Para entonces, Miller ya había salido de su pobreza parisina, era corrector de estilo para la edición en inglés de un periódico estadunidense y había escrito, junto con Anaís, varias novelas pornográficas pletóricas de sexo que firmaban con seudónimo.
Entre los dos trópicos, Miller escribió otra novela, si así se le puede llamar, Primavera Negra, en el que hace una especie de auto de fe de lo que será toda su obra: “Para mí el libro es el hombre y mi libro es el hombre que soy, el hombre confuso, el hombre negligente, el hombre descuidado, el cachondo, obsceno, bullanguero, considerado, escrupuloso, mentiroso, el hombre diabólicamente veraz que yo soy”. Y le faltó decir compasivo, pues si algo se percibe en toda su literatura es compasión por el ser humano.
En 1939, Miller viajó a Grecia, e hizo pie en la casa de su amigo el novelista inglés Lawrence Durrel, sí, el del grandioso Cuarteto de Alejandría.
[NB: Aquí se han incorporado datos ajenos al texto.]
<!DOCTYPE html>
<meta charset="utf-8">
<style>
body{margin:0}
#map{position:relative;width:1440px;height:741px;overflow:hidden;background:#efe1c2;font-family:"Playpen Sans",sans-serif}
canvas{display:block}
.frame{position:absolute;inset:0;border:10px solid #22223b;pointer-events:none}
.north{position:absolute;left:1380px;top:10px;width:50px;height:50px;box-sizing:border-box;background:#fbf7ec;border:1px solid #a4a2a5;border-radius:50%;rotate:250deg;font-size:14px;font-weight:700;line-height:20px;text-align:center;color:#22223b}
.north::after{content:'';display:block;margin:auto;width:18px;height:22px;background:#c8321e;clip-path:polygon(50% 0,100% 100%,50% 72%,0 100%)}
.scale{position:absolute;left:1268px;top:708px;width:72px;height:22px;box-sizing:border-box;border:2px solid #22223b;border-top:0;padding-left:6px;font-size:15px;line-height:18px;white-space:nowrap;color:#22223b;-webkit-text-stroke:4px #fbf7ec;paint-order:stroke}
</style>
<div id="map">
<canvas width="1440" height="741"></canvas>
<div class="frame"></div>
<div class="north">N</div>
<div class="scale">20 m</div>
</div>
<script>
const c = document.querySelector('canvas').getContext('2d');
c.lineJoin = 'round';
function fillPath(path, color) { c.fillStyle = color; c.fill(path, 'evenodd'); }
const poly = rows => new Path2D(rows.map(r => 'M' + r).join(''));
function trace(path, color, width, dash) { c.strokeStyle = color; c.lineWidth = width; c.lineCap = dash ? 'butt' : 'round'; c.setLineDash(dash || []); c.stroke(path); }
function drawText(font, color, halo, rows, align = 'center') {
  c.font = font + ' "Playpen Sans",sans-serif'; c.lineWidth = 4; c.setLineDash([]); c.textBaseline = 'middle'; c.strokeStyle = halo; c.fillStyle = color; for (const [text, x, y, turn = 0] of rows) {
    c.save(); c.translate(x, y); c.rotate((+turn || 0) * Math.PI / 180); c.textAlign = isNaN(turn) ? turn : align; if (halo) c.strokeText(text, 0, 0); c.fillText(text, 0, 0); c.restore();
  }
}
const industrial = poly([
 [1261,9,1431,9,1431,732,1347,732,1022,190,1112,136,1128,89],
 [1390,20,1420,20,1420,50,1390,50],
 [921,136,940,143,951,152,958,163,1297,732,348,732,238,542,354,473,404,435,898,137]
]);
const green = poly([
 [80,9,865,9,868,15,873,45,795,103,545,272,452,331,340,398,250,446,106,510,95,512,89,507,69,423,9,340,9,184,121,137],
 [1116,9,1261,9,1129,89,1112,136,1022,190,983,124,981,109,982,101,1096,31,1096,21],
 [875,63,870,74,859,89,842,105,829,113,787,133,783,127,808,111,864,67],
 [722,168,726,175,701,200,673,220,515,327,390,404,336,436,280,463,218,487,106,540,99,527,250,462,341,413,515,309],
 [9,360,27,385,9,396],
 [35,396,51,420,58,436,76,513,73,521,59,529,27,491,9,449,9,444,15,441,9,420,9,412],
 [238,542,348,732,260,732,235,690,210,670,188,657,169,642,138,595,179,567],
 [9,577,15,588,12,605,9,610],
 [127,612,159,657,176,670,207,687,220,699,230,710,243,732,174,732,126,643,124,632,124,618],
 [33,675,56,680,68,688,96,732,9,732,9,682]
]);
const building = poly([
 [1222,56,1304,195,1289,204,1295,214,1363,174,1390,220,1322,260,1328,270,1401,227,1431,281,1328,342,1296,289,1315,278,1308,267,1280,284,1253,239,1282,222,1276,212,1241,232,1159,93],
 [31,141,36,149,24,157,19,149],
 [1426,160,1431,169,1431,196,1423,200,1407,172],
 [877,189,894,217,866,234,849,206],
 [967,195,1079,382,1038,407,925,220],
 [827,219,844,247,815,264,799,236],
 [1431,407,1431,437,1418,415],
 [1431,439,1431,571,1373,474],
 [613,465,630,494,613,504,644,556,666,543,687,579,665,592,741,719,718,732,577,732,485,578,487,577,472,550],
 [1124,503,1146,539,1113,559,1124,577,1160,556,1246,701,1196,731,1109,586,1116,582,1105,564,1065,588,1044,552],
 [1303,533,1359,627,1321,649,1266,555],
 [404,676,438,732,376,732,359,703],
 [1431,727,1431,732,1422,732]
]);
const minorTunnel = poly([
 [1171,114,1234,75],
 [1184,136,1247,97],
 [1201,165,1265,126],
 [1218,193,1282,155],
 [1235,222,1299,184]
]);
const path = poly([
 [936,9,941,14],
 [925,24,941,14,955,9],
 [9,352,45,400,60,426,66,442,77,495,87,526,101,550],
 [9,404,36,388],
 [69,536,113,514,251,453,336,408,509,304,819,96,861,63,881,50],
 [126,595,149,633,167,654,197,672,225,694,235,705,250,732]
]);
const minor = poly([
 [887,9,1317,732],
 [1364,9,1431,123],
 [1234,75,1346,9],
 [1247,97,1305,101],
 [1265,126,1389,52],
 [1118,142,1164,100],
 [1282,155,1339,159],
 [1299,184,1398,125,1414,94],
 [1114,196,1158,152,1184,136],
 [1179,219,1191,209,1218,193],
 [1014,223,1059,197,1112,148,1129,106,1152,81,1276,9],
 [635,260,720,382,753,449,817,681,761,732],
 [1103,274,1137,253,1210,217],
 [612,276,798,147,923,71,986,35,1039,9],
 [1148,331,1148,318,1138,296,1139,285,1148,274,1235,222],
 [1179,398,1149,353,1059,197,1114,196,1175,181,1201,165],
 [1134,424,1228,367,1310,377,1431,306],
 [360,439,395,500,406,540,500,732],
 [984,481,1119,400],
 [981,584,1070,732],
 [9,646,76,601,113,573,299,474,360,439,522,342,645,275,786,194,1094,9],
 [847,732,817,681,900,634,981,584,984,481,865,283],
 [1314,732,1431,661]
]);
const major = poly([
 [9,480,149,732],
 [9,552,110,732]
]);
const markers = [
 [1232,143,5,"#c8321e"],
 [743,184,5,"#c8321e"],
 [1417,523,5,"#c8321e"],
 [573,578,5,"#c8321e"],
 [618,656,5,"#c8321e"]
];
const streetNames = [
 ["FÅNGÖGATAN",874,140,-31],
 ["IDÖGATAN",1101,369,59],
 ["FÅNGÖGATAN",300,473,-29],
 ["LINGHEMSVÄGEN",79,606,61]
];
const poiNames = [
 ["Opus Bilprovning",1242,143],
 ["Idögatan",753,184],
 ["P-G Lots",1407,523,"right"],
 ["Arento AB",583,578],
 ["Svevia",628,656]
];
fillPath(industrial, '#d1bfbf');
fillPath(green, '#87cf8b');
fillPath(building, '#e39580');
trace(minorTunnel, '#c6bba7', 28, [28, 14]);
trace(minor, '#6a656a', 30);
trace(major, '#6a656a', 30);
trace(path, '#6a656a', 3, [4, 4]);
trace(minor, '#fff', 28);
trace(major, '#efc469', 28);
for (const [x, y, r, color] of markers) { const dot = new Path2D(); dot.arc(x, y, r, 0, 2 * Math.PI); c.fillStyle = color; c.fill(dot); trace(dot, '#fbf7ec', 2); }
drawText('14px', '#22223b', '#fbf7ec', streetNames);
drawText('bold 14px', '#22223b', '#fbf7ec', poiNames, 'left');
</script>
Producto de ese viaje escribió un libro bellísimo, conmovedor, El Coloso de Marusi, como llama al escritor quizá imaginario Katzimbalis, un hombre como él pletórico de sentido existencial.
Después vendrían más de una docena de otras obras hasta su muerte en 1980 en California a donde fue a refugiarse a partir de 1940 y su regreso a Estados Unidos.
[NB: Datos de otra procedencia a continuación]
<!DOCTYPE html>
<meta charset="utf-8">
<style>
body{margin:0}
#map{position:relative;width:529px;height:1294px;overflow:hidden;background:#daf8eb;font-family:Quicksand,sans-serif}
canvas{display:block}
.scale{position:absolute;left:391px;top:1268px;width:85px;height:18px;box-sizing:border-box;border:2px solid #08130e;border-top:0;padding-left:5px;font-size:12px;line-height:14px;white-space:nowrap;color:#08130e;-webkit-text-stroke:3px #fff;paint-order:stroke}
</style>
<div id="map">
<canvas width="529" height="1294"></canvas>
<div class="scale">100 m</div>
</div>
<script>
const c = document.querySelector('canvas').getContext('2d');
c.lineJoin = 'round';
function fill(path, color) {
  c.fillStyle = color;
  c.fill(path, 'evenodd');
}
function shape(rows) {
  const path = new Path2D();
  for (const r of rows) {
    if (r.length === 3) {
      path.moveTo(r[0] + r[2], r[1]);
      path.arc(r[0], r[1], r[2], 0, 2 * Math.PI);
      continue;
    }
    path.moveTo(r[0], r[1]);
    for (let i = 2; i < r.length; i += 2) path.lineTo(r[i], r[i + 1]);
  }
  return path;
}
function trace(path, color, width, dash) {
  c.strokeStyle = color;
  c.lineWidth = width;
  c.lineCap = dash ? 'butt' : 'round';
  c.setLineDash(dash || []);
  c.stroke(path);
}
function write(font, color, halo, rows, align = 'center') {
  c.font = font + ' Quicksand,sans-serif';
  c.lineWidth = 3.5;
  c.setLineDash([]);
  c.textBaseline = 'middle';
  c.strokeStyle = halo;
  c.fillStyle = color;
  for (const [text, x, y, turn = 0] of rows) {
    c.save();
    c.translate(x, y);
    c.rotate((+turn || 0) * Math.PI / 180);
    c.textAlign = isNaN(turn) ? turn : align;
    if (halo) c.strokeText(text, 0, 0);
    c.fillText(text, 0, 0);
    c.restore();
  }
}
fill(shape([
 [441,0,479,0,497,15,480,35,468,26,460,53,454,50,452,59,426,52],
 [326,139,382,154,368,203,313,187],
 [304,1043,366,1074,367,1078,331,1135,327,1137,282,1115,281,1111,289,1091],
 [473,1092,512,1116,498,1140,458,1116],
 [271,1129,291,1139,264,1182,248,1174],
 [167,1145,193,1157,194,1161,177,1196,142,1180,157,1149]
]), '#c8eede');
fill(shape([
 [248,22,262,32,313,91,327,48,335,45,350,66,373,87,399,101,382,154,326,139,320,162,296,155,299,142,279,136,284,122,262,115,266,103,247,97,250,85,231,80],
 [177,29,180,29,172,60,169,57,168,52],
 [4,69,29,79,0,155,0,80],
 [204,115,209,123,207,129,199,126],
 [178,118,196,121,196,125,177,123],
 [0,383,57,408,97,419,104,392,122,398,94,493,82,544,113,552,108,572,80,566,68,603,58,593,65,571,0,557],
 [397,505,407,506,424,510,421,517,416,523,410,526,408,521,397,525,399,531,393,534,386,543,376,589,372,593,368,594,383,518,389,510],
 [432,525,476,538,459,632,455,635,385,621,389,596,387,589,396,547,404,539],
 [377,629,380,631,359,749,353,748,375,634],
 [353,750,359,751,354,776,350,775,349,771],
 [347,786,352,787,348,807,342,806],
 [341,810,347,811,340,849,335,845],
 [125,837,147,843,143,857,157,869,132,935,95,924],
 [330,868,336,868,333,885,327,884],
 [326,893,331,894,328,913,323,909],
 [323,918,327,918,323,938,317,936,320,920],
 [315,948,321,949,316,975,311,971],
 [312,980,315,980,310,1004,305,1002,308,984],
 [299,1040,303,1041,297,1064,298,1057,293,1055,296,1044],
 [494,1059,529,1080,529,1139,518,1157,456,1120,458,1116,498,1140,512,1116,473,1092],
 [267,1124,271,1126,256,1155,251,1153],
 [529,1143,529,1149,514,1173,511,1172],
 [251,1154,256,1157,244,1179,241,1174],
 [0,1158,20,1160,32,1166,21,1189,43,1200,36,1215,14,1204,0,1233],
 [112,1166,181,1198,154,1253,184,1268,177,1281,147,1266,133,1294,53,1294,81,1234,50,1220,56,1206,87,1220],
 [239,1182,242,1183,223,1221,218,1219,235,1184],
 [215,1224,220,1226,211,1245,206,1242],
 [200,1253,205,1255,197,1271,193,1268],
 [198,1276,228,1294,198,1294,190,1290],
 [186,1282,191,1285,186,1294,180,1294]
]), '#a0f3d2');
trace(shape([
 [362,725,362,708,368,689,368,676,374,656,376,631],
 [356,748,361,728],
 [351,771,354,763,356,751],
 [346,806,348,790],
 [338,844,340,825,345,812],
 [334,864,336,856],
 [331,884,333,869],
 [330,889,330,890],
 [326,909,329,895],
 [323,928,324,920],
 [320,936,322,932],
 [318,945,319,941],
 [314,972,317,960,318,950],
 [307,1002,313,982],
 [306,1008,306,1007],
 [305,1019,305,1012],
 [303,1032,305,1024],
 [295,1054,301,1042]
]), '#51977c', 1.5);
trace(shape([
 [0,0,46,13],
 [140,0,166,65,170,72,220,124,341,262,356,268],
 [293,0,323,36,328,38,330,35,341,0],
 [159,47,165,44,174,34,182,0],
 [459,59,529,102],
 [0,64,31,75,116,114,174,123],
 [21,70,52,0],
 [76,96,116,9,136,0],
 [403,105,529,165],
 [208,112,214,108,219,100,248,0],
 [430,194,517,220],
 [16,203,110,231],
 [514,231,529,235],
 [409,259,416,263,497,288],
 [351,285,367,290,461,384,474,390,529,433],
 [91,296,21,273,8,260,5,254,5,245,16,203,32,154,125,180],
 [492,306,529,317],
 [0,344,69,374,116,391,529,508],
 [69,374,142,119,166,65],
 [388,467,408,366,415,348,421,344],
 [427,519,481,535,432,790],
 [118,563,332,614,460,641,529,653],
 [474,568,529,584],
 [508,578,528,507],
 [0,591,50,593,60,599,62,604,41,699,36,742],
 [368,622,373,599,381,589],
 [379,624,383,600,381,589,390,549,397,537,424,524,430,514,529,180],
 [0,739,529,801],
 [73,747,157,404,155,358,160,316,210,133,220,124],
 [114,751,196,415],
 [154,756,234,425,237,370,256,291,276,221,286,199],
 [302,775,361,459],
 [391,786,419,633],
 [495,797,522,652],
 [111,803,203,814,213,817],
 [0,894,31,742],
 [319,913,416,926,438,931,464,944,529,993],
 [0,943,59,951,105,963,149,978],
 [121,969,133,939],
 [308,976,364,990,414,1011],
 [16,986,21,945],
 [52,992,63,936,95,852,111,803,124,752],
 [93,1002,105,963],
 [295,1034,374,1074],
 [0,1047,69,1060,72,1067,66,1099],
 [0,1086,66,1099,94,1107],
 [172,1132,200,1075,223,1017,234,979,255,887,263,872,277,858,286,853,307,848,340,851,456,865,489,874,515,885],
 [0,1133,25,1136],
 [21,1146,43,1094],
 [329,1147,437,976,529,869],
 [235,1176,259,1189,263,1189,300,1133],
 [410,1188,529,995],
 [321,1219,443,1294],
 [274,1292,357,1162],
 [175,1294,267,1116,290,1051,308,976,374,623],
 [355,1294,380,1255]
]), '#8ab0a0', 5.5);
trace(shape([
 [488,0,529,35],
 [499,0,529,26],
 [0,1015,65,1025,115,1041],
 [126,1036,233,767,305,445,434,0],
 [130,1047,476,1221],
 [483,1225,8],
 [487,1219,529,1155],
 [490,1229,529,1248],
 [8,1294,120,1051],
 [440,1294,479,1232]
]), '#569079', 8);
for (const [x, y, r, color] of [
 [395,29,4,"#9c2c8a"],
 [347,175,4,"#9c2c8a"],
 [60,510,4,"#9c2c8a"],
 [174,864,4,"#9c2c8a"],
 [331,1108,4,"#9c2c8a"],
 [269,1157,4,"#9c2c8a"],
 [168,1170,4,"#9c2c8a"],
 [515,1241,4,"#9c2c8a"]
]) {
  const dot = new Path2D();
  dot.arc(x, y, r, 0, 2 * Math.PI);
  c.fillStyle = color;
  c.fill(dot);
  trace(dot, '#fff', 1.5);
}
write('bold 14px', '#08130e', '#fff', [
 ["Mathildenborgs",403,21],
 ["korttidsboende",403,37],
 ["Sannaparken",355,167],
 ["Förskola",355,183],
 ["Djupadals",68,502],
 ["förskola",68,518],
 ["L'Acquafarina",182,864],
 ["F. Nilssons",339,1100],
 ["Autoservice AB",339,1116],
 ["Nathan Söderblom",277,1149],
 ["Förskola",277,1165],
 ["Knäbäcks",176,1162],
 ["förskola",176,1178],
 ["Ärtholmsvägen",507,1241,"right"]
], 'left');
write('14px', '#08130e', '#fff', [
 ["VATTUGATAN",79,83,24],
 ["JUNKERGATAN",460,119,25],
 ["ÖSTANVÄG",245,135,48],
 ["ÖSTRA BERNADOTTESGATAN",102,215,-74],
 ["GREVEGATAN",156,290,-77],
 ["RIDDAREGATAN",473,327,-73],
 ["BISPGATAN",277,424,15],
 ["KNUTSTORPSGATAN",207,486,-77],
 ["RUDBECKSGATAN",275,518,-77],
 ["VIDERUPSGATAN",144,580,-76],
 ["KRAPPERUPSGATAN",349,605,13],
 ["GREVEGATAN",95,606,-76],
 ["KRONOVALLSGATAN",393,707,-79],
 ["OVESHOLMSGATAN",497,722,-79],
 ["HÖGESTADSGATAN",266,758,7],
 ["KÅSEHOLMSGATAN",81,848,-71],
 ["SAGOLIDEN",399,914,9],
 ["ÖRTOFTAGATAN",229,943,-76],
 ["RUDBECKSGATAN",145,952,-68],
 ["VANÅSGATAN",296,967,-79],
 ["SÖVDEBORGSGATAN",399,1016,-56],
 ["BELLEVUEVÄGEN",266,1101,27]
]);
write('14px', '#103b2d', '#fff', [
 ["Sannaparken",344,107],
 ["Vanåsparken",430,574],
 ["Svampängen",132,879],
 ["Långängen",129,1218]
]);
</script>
Para finalizar, le dejo aquí un breve fragmento de El Coloso:
“Digo que los dioses erraban por todos los lugares, que eran hombres como nosotros en forma y esencia, pero estaban libres, eléctricamente libres. Al desaparecer de esta tierra se llevaron consi go el único secreto que jamás les arrancaremos mientras no seamos libres de nuevo. Un día sabremos qué es la vida eterna: el día en que dejemos de asesinar. Aquí, en este lugar dedicado ahora a la memoria de Agamenón, un crimen horrible y secreto ha marchitado la esperanza humana. Dos mundos yacen yuxtapuestos: el de antes y el de después del crimen. El crimen contiene un misterio tan profundo como la salvación. Palas y azadas no descubrirán nada importante. Los cavadores están ciegos, van a tientas hacia algo que jamás verán. Todo lo que se desenmascara se desmorona al tocarlo. Y de la misma forma se desmoronan los mundos. Podemos cavar eternamente como topos, pero el miedo estará siempre con nosotros, clavándonos sus garras y violándonos”.